Dans le cycle des causeries mensuelles qui vont suivre, nous nous proposons de montrer la variété des problèmes forestiers qui sont à résoudre : variété des besoins en bois et des problèmes d’approvisionnement, variété des forêts existantes et des problèmes de sylviculture, variété des terrains à mettre en valeur et des problèmes de reboisement.

Nous avons exposé précédemment la rareté du matériau bois sous la plupart de ses formes actuelles d’utilisation, sauf peut-être les menus bois et les bois de feu qui, déjà actuellement dans certaines régions, sont en excès et qui, probablement un peu partout, dans l’avenir, seront pléthoriques. Nous avons rapidement évoqué les principales causes de gaspillage de bois, nous avons aussi montré comment la modernisation.des exploitations pouvait faciliter notre approvisionnement en bois. Nous voulons maintenant exposer comment doit se faire, dans les coupes, le « classement » judicieux des produits forestiers. Pour faire face, à la multiplicité des besoins : rondins pour la papeterie et les usines de défibrage, étais pour les houillères nationales, poteaux pour les P. T. T. et l’Électricité de France, traverses et bois d’appareils de voie pour la S. N. C. F., merrains pour la tonnellerie, grumes pour le charronnage, la menuiserie, l’ébénisterie, billes pour le tranchage et le déroulage, il faut connaître exactement les quantités et les qualités dont chacun a besoin. Il est inadmissible de transformer en chauffage des grumes qui peuvent convenir au charron, d’envoyer à la papeterie des billons dont on aurait pu tirer des sciages, et, inversement, on ne doit pas fournir à la scierie des bois tarés, inaptes au sciage, ou expédier à la mine des étais non conformes aux cahiers des charges. Un bon « classement » des produits forestiers, sur la coupe, est une première manière d’économiser le bois, peut-être la meilleure.

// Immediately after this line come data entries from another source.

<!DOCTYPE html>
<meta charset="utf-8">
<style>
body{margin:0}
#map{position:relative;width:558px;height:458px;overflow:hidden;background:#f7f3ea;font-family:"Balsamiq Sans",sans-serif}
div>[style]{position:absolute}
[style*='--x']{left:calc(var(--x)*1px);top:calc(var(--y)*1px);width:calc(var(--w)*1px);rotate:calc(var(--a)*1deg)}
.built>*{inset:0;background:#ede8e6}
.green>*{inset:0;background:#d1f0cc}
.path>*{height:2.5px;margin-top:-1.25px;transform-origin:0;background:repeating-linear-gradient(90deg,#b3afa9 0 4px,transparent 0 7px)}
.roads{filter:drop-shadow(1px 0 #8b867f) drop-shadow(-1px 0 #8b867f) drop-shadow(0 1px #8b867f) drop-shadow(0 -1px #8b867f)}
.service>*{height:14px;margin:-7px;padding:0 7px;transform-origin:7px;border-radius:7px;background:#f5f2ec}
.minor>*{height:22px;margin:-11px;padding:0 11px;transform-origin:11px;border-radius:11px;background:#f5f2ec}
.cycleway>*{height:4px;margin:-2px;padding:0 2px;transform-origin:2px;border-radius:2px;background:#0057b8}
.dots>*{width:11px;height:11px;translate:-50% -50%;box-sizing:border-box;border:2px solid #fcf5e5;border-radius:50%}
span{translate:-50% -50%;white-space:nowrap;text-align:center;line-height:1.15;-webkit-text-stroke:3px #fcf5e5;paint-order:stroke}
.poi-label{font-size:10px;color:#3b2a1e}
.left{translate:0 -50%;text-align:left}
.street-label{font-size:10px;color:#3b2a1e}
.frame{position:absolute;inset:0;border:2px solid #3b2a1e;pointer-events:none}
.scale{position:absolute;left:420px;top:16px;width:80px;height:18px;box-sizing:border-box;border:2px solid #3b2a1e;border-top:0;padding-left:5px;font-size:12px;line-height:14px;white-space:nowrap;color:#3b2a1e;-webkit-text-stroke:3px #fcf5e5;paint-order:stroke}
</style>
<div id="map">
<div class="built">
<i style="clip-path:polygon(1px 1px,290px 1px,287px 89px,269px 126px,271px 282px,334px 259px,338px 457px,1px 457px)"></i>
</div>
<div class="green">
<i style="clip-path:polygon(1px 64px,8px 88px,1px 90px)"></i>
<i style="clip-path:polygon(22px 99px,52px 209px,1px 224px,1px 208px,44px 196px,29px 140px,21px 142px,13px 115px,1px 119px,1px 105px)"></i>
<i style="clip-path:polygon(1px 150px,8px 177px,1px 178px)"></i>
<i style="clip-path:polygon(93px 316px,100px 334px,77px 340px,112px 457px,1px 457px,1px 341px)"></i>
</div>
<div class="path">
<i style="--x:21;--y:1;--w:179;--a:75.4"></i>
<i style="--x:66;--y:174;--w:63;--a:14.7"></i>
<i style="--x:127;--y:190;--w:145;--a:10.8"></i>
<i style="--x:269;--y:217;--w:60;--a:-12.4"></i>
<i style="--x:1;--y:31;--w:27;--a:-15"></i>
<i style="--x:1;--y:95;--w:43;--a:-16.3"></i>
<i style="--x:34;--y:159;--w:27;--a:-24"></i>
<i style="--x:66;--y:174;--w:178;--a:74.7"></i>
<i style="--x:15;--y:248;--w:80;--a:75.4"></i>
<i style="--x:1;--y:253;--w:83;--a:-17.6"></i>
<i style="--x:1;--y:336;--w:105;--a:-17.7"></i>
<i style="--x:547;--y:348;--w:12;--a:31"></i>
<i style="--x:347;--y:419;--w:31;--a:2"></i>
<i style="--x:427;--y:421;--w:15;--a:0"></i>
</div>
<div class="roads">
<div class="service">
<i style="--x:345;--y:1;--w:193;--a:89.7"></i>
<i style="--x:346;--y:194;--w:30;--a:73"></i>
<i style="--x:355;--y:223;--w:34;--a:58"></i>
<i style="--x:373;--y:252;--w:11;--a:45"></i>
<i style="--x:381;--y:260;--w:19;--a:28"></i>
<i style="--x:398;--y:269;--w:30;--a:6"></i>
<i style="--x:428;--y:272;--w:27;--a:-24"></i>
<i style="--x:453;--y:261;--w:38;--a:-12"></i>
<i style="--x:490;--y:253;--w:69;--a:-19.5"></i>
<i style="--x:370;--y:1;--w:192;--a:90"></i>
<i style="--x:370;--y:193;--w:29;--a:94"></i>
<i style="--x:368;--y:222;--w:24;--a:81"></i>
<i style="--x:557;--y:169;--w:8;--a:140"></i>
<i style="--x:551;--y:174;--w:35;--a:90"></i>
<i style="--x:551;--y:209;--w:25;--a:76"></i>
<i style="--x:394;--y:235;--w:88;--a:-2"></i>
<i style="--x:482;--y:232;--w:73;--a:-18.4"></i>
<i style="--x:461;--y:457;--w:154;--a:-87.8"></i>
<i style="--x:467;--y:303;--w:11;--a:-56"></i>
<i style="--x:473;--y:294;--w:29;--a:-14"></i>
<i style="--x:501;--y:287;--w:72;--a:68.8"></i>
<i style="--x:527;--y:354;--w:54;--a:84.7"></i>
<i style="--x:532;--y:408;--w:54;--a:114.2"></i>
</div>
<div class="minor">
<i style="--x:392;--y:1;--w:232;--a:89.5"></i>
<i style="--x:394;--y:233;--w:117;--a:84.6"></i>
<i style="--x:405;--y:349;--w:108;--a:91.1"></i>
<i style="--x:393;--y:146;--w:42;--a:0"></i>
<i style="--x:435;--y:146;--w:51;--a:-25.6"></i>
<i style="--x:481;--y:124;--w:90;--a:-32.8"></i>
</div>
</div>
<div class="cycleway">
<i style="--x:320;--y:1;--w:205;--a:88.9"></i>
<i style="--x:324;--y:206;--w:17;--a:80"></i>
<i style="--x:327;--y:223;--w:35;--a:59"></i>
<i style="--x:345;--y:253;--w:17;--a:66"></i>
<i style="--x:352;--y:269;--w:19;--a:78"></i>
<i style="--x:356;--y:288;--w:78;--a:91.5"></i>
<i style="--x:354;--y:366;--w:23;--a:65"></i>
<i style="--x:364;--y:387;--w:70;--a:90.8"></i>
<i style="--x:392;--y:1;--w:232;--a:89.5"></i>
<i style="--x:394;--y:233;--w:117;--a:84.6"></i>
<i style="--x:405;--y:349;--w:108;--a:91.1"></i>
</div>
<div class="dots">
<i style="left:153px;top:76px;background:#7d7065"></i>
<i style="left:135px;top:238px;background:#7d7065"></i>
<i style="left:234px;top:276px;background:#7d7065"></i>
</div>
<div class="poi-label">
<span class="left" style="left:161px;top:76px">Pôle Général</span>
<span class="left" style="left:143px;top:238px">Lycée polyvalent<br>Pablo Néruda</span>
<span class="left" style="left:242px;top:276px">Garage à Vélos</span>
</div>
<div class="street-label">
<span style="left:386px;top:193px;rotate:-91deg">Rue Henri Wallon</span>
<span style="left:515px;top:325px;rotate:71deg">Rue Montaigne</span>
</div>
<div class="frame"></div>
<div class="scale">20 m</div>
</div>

Ce bon classement nécessite :

    1° de bien connaître les cahiers des charges relatifs à chacun des produits ;
    2° d’organiser en conséquence et de surveiller le façonnage des produits par les bûcherons ;
    3° d’établir, en temps voulu, des contrats de vente avec les destinataires des produits pour pouvoir leur fournir les bois qui leur sont nécessaires, au moment et dans les délais voulus.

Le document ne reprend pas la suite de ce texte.